Bo was leaning against the railing and holding an empty glass in both hands. He took a fresh glass from Danielle and held it out towards James.
“Drink this. Do you think you’re going to throw up again?”
“No. All the pills are up,” James said. “I’d be dead already if they weren’t.”
“Don’t say shit like that,” Bo said.
James dragged his eyes to his right. Danielle was kneeling and picking up the mess of vomit with a plastic bag. He felt his stomach roll and threaten to give back the water. He closed his eyes, hoping to quell the new wave of nausea.
“Hey, man,” Bo said.
“Okay. Okay,” James said. He opened his eyes. Danielle was gone.
“How did you find out your father killed your mom?” Bo asked.
“He wrote a confession in a letter,” James said with a vague wave towards the house.
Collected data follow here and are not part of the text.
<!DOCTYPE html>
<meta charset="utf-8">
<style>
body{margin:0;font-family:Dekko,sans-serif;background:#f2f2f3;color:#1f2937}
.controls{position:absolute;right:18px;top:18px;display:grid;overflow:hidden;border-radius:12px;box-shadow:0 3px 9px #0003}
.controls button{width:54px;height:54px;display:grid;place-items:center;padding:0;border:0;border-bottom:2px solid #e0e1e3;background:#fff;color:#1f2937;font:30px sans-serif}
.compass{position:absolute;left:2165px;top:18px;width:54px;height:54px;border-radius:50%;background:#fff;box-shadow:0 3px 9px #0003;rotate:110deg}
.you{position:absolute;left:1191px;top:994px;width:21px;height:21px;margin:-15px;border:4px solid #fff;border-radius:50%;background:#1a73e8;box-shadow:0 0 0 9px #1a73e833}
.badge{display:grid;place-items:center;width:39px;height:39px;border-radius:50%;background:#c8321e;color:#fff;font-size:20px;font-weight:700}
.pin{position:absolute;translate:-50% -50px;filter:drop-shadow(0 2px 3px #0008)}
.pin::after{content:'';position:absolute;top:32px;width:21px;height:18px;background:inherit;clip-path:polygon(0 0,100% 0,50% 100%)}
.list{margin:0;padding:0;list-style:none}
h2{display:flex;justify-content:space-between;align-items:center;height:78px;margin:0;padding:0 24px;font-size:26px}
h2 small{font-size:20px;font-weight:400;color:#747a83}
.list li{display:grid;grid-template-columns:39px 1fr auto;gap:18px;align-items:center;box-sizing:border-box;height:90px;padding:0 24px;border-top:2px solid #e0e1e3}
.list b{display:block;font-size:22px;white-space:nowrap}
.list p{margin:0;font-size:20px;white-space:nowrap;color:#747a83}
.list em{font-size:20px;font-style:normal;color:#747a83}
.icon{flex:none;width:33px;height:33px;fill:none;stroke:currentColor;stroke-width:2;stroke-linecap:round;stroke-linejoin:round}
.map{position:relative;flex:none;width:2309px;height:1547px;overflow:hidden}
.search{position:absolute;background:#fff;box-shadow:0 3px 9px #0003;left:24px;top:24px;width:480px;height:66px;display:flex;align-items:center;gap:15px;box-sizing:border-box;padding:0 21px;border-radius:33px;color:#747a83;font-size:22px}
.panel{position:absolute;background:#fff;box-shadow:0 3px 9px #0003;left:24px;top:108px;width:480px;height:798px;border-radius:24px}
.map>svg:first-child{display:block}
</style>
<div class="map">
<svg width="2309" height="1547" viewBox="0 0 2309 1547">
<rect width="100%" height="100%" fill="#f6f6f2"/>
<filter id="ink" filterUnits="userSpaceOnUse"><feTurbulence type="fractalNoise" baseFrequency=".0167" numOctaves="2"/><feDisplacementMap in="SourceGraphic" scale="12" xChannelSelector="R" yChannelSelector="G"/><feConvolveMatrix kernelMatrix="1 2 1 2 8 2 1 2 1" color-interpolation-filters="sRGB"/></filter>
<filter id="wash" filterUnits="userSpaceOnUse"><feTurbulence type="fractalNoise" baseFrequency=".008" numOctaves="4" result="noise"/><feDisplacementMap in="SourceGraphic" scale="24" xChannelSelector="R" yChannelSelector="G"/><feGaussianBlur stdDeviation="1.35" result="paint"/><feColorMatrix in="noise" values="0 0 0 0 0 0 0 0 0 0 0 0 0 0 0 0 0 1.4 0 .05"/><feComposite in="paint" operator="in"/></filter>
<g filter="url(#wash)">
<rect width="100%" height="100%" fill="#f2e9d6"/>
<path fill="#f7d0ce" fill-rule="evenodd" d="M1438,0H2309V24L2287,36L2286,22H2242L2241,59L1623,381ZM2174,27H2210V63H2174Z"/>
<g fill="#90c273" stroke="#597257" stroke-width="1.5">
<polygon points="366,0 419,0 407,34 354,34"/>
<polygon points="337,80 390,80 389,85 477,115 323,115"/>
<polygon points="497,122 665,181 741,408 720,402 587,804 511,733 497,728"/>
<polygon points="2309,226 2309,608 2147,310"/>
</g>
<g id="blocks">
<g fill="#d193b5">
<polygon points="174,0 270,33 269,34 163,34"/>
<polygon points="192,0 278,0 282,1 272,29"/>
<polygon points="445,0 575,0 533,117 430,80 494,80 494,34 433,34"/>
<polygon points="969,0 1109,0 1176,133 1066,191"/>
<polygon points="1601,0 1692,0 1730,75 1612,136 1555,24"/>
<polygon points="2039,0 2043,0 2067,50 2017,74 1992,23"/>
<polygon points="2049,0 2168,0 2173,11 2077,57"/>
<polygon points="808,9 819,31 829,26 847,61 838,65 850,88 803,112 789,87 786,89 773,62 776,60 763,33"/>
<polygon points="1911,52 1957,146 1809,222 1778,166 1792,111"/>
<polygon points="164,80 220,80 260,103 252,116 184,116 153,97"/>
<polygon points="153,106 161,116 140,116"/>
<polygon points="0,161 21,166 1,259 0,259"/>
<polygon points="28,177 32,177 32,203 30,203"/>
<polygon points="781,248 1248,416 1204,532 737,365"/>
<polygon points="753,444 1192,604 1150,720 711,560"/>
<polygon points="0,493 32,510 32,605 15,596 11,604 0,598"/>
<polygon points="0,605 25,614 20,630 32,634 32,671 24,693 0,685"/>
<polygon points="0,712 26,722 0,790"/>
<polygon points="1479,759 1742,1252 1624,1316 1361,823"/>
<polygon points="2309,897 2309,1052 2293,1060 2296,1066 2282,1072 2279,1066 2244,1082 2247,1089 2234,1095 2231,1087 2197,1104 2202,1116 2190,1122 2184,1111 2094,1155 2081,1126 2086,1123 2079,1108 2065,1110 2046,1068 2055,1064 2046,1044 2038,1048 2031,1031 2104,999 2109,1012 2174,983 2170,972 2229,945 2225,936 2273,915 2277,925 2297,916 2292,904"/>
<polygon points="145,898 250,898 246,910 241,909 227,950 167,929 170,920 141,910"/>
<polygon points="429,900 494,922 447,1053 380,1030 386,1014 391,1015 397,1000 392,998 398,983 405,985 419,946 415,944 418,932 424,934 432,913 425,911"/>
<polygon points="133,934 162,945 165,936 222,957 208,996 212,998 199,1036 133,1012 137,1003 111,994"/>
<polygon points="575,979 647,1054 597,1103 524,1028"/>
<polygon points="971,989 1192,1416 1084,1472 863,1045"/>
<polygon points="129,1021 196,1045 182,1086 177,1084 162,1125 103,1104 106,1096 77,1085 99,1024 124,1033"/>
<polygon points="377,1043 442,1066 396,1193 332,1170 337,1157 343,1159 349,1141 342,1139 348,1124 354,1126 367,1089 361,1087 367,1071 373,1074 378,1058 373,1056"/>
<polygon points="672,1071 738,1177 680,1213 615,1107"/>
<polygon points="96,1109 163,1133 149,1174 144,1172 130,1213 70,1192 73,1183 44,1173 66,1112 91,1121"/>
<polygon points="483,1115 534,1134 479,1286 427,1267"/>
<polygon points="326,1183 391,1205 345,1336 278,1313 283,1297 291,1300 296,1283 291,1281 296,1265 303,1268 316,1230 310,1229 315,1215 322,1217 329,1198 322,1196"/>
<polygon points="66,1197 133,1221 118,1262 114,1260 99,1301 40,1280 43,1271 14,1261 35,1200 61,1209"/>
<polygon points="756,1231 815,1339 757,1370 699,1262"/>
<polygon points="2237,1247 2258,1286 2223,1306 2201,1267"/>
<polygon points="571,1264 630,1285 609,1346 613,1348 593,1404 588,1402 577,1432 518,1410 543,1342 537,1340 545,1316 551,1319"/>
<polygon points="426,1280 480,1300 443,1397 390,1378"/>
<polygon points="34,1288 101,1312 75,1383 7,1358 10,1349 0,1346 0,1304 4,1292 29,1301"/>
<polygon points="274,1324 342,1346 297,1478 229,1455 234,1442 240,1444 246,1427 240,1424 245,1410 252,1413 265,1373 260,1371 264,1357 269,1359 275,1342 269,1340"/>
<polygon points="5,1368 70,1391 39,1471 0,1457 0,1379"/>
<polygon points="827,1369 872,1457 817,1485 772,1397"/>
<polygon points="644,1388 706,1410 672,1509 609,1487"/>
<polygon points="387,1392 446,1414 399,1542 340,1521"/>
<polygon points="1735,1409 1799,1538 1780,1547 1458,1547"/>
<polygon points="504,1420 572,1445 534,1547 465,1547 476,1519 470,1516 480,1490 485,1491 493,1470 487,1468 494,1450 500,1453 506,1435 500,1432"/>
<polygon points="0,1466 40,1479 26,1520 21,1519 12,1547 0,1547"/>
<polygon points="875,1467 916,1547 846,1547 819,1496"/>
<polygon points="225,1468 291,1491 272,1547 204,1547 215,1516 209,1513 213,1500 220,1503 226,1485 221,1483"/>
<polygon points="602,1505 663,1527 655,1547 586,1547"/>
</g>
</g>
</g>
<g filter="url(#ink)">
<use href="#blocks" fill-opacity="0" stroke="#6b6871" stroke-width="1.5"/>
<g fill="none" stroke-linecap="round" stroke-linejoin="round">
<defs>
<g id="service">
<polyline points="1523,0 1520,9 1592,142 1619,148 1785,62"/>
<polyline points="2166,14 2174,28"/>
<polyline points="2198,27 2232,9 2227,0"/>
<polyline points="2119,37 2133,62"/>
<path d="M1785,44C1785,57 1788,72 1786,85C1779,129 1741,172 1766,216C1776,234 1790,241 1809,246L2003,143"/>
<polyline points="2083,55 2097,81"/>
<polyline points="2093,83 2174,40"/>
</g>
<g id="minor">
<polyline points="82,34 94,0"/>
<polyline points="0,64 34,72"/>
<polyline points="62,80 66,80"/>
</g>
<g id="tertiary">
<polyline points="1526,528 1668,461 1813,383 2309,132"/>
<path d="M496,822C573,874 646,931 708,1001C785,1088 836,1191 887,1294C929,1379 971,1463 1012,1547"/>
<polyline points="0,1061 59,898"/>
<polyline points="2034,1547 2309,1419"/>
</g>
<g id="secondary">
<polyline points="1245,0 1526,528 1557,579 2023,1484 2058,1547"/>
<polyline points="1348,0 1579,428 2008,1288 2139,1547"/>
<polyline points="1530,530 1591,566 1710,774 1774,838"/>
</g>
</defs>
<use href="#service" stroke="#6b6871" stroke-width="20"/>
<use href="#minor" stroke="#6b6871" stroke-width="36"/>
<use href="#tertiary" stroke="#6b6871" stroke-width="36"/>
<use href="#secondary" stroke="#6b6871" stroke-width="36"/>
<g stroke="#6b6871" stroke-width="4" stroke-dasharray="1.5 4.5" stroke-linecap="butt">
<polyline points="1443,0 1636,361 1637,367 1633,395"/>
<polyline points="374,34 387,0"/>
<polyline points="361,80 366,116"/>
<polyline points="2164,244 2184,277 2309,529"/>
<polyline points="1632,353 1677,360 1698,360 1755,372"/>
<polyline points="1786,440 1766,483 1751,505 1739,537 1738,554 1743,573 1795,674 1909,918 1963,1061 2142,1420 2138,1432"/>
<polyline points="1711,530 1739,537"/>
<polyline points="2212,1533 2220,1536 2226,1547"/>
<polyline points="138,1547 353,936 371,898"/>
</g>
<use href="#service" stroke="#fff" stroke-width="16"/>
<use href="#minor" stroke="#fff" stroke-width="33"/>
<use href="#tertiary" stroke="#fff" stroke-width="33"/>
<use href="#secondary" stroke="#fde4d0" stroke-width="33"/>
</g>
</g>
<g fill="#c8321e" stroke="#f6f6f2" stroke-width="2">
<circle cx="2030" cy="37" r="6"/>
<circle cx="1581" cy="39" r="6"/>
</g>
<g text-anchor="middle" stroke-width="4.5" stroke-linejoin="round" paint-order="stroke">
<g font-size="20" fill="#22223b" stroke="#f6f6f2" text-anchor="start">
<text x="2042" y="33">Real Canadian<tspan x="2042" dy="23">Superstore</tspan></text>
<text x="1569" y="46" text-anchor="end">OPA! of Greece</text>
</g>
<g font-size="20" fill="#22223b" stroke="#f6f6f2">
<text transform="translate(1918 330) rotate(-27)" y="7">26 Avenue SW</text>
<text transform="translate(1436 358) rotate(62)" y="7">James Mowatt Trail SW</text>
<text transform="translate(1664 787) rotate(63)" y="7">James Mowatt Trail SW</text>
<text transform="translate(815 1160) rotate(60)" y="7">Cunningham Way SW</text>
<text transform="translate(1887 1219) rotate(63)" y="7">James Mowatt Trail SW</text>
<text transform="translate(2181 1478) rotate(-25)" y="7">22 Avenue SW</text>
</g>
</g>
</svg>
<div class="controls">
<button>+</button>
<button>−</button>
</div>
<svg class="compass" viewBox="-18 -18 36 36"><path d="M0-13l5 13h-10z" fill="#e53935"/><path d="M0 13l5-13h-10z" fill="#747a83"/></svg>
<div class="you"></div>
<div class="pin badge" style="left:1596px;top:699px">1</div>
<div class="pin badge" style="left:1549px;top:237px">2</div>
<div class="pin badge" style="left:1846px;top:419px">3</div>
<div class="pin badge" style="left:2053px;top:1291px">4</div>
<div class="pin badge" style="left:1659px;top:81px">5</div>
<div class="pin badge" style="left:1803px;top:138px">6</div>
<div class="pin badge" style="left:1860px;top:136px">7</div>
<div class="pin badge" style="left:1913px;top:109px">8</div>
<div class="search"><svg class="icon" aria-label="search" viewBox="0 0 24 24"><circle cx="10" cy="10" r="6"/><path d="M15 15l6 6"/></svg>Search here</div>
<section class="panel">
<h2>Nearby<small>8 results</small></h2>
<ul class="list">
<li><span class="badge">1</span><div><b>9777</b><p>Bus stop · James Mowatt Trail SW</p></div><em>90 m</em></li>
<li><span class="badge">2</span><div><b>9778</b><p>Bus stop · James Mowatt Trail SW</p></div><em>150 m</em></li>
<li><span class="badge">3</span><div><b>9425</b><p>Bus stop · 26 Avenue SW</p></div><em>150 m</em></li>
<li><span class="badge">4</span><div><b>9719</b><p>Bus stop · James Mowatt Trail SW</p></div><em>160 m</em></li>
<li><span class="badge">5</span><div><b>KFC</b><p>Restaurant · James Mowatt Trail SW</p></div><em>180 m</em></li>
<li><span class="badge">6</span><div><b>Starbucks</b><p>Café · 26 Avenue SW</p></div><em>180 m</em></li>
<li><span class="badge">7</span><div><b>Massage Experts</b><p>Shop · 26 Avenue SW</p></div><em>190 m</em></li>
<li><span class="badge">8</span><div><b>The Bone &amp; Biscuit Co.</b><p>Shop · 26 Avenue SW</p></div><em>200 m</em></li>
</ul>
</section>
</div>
“Oh,” Bo said. “So he might have meant it metaphorically or something, right? Maybe he didn’t do it directly.”
“He stabbed her,” James said.
“Oh,” Bo said. “That’s pretty bad.”
“Yeah,” James said. “The worst part was, he used me as bait.”
“What?” Bo asked.
“Yeah. I was sleeping over at my friend’s house and he came and scared me through the window. I cried and wet the bed. My friend’s mom called my mom and she came over to take me home. That’s when my dad killed her.”
“Holy shit, that’s terrible,” Bo said. “I’m so sorry.”